🤖 AI Summary
Existing optimization techniques for phase polynomials—ubiquitous in Shor’s algorithm, QAOA, and Hamiltonian simulation—suffer from low efficiency and lack of global coordination. Method: This paper proposes a systematic optimization framework based on parity matrices that unifies treatment of both single- and multi-block phase polynomials, while incorporating hardware constraints to enable logic–physical co-optimization. Unlike conventional greedy subcircuit replacement, our approach leverages algebraic reconstruction over parity matrices to achieve global gate reduction. Results: Experiments show an average 34.92% reduction in total logical gates and 28.53% in CNOT count; after physical mapping, CNOT gates decrease by 25.47% on average, up to 48.57%. The framework supports the construction of reusable, hardware-aware quantum circuit modules.
📝 Abstract
Quantum computing has transformative computational power to make classically intractable computing feasible. As the algorithms that achieve practical quantum advantage are beyond manual tuning, quantum circuit optimization has become extremely important and integrated into today's quantum software stack. This paper focuses on a critical type of quantum circuit optimization -- phase-polynomial optimization. Phase polynomials represents a class of building-block circuits that appear frequently in quantum modular exponentials (the most time-consuming component in Shor's factoring algorithm), in quantum approximation optimization algorithms (QAOA), and in Hamiltonian simulations. Compared to prior work on phase polynomials, we focus more on the impact of phase polynomial synthesis in the context of whole-circuit optimization, from single-block phase polynomials to multiple block phase polynomials, from greedy equivalent sub-circuit replacement strategies to a systematic parity matrix optimization approach, and from hardware-oblivious logical circuit optimization to hardware-friendly logical circuit optimization.
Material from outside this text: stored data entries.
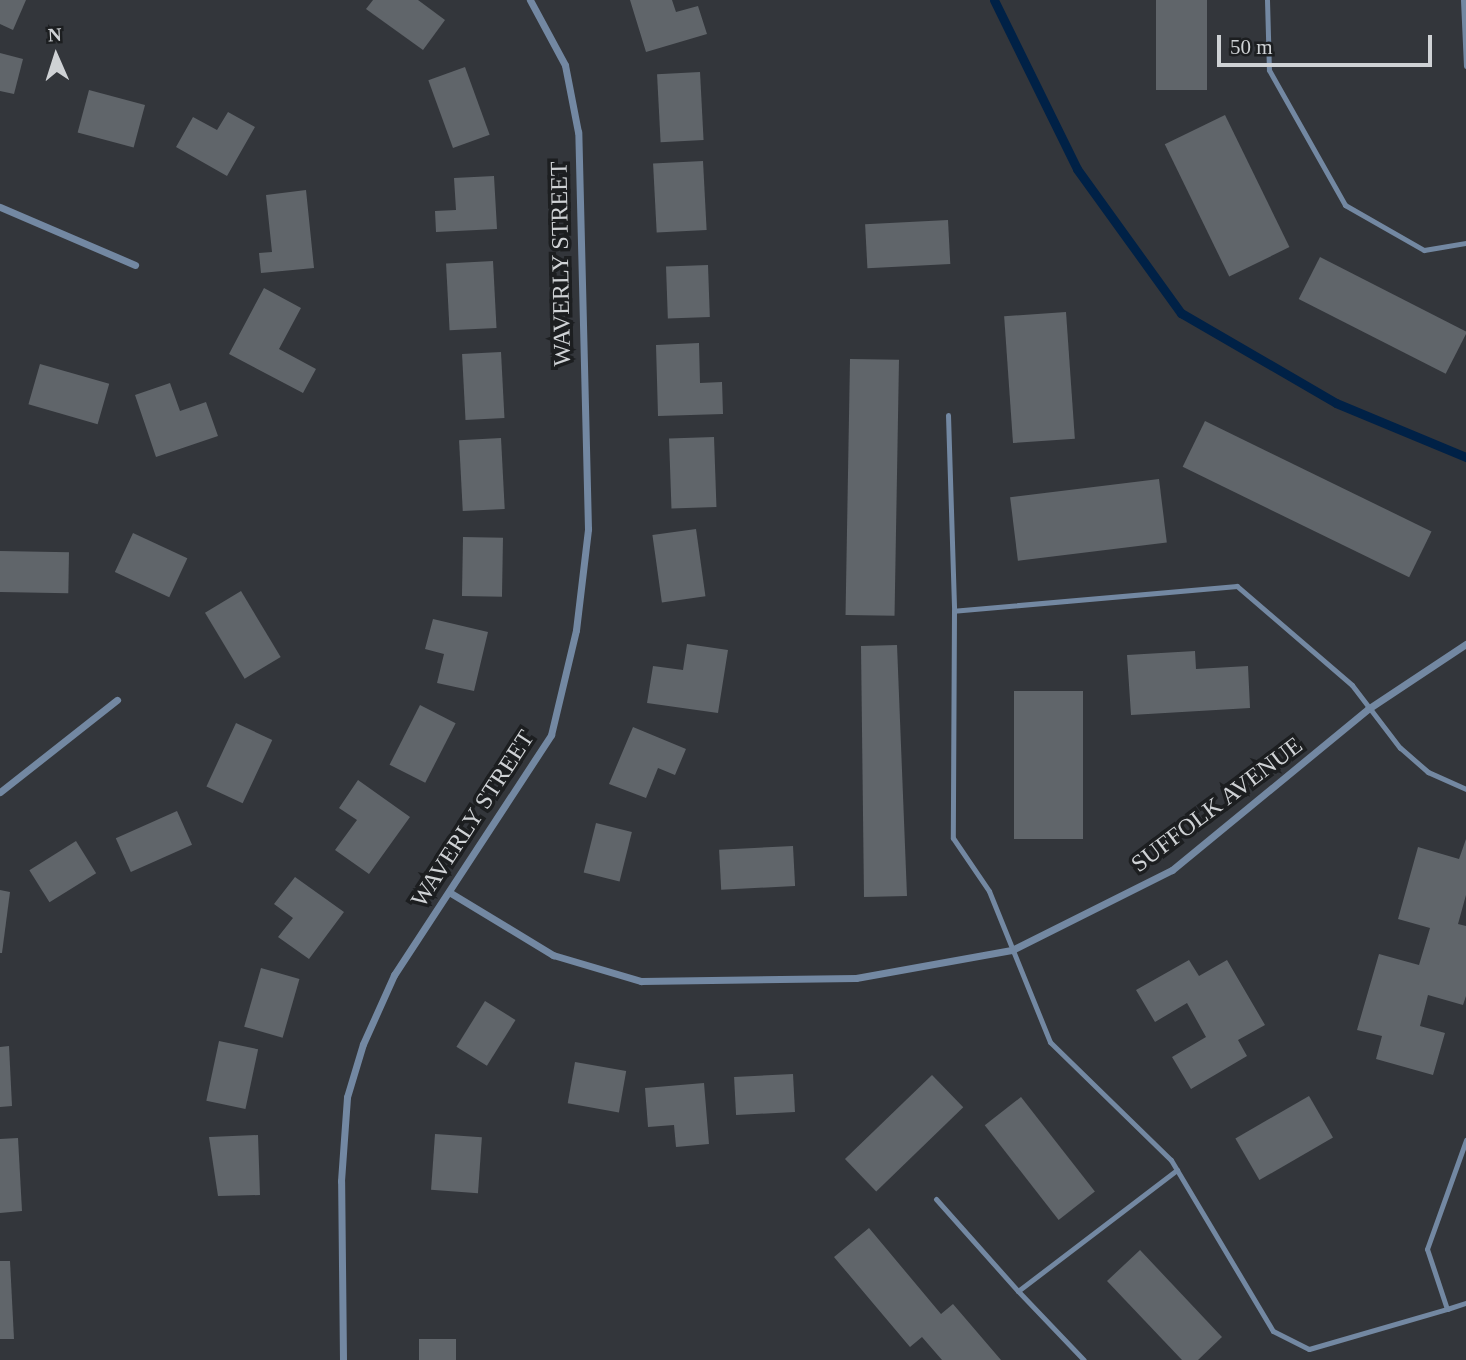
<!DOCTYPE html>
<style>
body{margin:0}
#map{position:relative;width:1466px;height:1360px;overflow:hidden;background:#33363b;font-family:"Times New Roman",serif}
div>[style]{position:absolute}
.stream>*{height:9px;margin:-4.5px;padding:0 4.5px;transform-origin:4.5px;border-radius:4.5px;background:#002146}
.building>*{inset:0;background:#60656a;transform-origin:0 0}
.service>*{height:5px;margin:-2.5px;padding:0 2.5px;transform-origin:2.5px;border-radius:2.5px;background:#7388a2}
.minor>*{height:7px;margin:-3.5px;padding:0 3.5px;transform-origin:3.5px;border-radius:3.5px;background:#7388a2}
span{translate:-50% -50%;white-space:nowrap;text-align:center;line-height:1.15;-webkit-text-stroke:7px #1c1e20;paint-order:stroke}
.street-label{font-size:24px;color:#cfd2d5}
.north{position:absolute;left:21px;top:21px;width:70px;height:70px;-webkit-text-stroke:5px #1c1e20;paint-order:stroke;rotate:357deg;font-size:19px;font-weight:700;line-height:28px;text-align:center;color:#cfd2d5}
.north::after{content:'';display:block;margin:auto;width:24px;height:32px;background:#cfd2d5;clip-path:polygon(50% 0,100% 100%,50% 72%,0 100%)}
.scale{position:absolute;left:1217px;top:35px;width:215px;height:32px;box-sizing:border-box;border:4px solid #cfd2d5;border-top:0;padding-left:9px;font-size:21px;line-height:24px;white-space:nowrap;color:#cfd2d5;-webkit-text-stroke:5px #1c1e20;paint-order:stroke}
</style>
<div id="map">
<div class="stream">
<div style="left:994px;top:0;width:188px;rotate:63.8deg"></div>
<div style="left:1077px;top:169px;width:178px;rotate:54.2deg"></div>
<div style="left:1181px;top:313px;width:179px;rotate:30.1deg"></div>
<div style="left:1336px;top:403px;width:141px;rotate:22.6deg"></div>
</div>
<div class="building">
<div style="clip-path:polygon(0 0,26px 0,13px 30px,0 24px)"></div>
<div style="clip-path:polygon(373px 0,418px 0,445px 20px,423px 50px,366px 9px)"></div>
<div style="clip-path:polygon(630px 0,672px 0,676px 12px,698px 6px,707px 34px,646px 52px)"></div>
<div style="left:1156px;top:0;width:51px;height:90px"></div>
<div style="clip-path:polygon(0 53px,23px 59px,14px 94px,0 91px)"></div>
<div style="left:465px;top:67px;width:72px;height:39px;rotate:70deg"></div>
<div style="left:700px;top:72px;width:68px;height:43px;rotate:87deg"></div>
<div style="left:89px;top:90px;width:58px;height:44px;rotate:15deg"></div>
<div style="clip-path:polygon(228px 112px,255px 127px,227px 176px,176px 147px,193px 117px,217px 130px)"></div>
<div style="left:1225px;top:115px;width:147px;height:67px;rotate:64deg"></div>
<div style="left:703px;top:161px;width:69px;height:50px;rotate:87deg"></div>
<div style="clip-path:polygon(494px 176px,497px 229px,436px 232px,435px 211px,456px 210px,454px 178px)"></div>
<div style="clip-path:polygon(306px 190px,314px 268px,261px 273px,259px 253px,272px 252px,266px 195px)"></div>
<div style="left:948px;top:220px;width:44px;height:83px;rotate:87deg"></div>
<div style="left:1320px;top:257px;width:165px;height:47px;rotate:27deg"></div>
<div style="left:493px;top:261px;width:67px;height:47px;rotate:87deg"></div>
<div style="left:708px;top:265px;width:52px;height:42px;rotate:88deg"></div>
<div style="clip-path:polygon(264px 288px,301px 308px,279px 349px,316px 369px,303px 393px,229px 354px)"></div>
<div style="left:1066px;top:312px;width:127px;height:62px;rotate:86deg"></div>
<div style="clip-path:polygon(699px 343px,700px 383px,722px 382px,723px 414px,658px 416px,656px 345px)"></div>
<div style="left:501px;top:352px;width:66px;height:39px;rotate:87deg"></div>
<div style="left:850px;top:359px;width:49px;height:256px;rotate:1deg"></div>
<div style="left:40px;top:364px;width:72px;height:42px;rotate:16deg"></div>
<div style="clip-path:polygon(170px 383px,180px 411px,206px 402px,218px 436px,156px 457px,135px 395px)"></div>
<div style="left:1205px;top:421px;width:252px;height:51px;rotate:26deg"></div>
<div style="left:714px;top:437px;width:70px;height:45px;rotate:88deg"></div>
<div style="left:501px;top:438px;width:71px;height:42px;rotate:87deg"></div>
<div style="left:1159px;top:479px;width:64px;height:150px;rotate:83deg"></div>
<div style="left:696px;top:529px;width:68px;height:44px;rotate:82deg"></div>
<div style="left:133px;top:533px;width:60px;height:43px;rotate:25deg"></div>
<div style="left:463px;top:537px;width:40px;height:59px;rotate:1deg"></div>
<div style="left:0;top:551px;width:69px;height:41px;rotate:1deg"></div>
<div style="left:241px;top:591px;width:77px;height:42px;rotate:59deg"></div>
<div style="clip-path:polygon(433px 619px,488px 632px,474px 691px,437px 683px,444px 654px,425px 649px)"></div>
<div style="clip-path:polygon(687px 644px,728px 650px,718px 713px,647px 703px,653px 666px,683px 670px)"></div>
<div style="clip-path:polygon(897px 645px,907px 896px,864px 897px,861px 646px)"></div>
<div style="clip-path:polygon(1195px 651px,1196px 669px,1248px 666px,1250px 708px,1131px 715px,1127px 655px)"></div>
<div style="left:1083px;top:691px;width:148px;height:69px;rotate:90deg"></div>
<div style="left:420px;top:705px;width:40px;height:67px;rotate:27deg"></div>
<div style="left:236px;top:723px;width:40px;height:70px;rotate:25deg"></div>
<div style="clip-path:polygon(633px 727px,686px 749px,675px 775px,658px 768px,646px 798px,609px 784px)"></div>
<div style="clip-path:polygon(358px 780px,410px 817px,369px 874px,335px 850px,357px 820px,339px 808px)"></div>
<div style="left:177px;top:811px;width:37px;height:67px;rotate:66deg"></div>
<div style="left:596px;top:823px;width:37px;height:51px;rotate:14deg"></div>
<div style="clip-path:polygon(1466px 839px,1466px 895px,1458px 924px,1466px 926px,1466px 996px,1463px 1005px,1428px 995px,1420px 1026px,1445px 1033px,1433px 1075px,1376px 1059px,1382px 1036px,1357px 1030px,1379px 954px,1419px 965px,1430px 928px,1398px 919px,1418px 847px,1459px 859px)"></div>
<div style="left:76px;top:841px;width:38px;height:55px;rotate:58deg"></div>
<div style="left:793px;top:846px;width:40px;height:74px;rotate:87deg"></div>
<div style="clip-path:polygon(295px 877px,344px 912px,309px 959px,278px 937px,293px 918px,274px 904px)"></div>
<div style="clip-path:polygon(0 890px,10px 892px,2px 953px,0 953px)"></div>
<div style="clip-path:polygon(1189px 960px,1199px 976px,1227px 960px,1265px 1025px,1238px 1040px,1247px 1056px,1191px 1089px,1172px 1057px,1206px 1037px,1187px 1003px,1155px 1022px,1136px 990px)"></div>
<div style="left:261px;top:968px;width:40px;height:61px;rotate:16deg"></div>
<div style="left:485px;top:1001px;width:36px;height:54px;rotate:32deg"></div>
<div style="left:219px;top:1041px;width:40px;height:61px;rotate:12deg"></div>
<div style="clip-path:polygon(9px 1046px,12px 1106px,0 1107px,0 1047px)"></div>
<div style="left:575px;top:1062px;width:52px;height:42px;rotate:10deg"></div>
<div style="left:793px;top:1074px;width:38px;height:59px;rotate:87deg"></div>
<div style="left:932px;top:1075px;width:45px;height:121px;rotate:46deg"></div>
<div style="clip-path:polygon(704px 1083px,709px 1144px,676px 1147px,674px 1125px,648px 1127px,645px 1088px)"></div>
<div style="left:1309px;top:1096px;width:48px;height:85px;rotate:60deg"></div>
<div style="left:1021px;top:1097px;width:120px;height:46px;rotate:52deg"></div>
<div style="left:435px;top:1134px;width:47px;height:56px;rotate:4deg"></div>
<div style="clip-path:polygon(258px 1135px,260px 1195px,218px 1196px,209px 1137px)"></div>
<div style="clip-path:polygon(18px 1138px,22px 1211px,0 1213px,0 1139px)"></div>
<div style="clip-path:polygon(869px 1228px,941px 1314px,953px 1304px,1001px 1360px,942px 1360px,922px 1337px,910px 1347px,834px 1257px)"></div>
<div style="clip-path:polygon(1140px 1250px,1222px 1337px,1198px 1360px,1182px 1360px,1107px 1281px)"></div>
<div style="clip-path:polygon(0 1261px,10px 1261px,14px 1339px,0 1339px)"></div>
<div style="left:419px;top:1339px;width:37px;height:21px"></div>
</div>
<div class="service">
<div style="left:1267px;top:0;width:70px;rotate:88.4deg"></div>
<div style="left:1269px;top:70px;width:155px;rotate:60.6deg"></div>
<div style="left:1345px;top:205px;width:91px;rotate:29.7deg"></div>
<div style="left:1424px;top:250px;width:43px;rotate:-9.5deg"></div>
<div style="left:1463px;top:0;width:66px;rotate:87.4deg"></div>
<div style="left:948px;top:415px;width:196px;rotate:88.2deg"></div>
<div style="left:1466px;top:789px;width:42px;rotate:-155.9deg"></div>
<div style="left:1428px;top:772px;width:37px;rotate:-139deg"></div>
<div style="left:1400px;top:748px;width:79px;rotate:-127.3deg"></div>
<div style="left:1352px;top:685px;width:152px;rotate:-139.3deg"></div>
<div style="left:1237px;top:586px;width:284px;rotate:175deg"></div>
<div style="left:954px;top:611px;width:227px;rotate:90.3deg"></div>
<div style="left:953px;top:838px;width:64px;rotate:55.8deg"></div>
<div style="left:989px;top:891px;width:163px;rotate:68deg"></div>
<div style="left:1050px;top:1042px;width:169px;rotate:44.3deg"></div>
<div style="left:1171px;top:1160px;width:199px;rotate:59.2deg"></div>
<div style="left:1273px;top:1331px;width:40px;rotate:26.6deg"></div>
<div style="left:1309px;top:1349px;width:144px;rotate:-16.2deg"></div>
<div style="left:1447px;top:1309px;width:63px;rotate:-108.4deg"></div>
<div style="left:1427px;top:1249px;width:116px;rotate:-70.3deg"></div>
<div style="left:936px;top:1199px;width:123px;rotate:48.3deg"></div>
<div style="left:1018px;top:1291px;width:200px;rotate:-37.3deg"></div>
<div style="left:1018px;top:1291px;width:95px;rotate:46.3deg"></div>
<div style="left:1447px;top:1309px;width:20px;rotate:-18deg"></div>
</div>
<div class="minor">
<div style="left:0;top:207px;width:147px;rotate:23.2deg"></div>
<div style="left:0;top:792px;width:149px;rotate:-38.2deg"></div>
<div style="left:449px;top:892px;width:122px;rotate:31.2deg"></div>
<div style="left:553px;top:955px;width:92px;rotate:16.5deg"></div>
<div style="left:641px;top:981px;width:215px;rotate:-0.8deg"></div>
<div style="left:856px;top:978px;width:158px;rotate:-10.2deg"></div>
<div style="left:1012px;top:950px;width:179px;rotate:-26.6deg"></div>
<div style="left:1172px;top:870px;width:254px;rotate:-39.4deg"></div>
<div style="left:1368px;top:709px;width:118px;rotate:-33.6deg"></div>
<div style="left:343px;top:1360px;width:179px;rotate:-90.6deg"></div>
<div style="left:341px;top:1181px;width:84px;rotate:-85.9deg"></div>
<div style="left:347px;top:1097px;width:55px;rotate:-73.2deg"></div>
<div style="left:363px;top:1044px;width:76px;rotate:-65.8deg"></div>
<div style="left:394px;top:975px;width:287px;rotate:-56.8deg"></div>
<div style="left:551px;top:735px;width:108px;rotate:-76.6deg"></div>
<div style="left:576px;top:630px;width:102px;rotate:-83.2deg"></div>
<div style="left:588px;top:529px;width:397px;rotate:-91.4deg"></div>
<div style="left:578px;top:132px;width:68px;rotate:-101deg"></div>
<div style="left:565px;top:65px;width:74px;rotate:-118.3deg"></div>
</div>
<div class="street-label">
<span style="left:561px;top:264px;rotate:-91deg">WAVERLY STREET</span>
<span style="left:1217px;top:805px;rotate:-37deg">SUFFOLK AVENUE</span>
<span style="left:473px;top:819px;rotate:-57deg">WAVERLY STREET</span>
</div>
<div class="north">N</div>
<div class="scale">50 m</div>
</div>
We also provide a utility of our phase polynomial optimization framework to generate hardware-friendly building blocks. Our experiments demonstrate improvements of up to 50%-with an average total gate reduction of 34.92%-and reductions in the CNOT gate count of up to 48.57%, averaging 28.53%, for logical circuits. Additionally, for physical circuits, we achieve up to 47.65% CNOT gate reduction with an average reduction of 25.47% across a representative set of important benchmarks.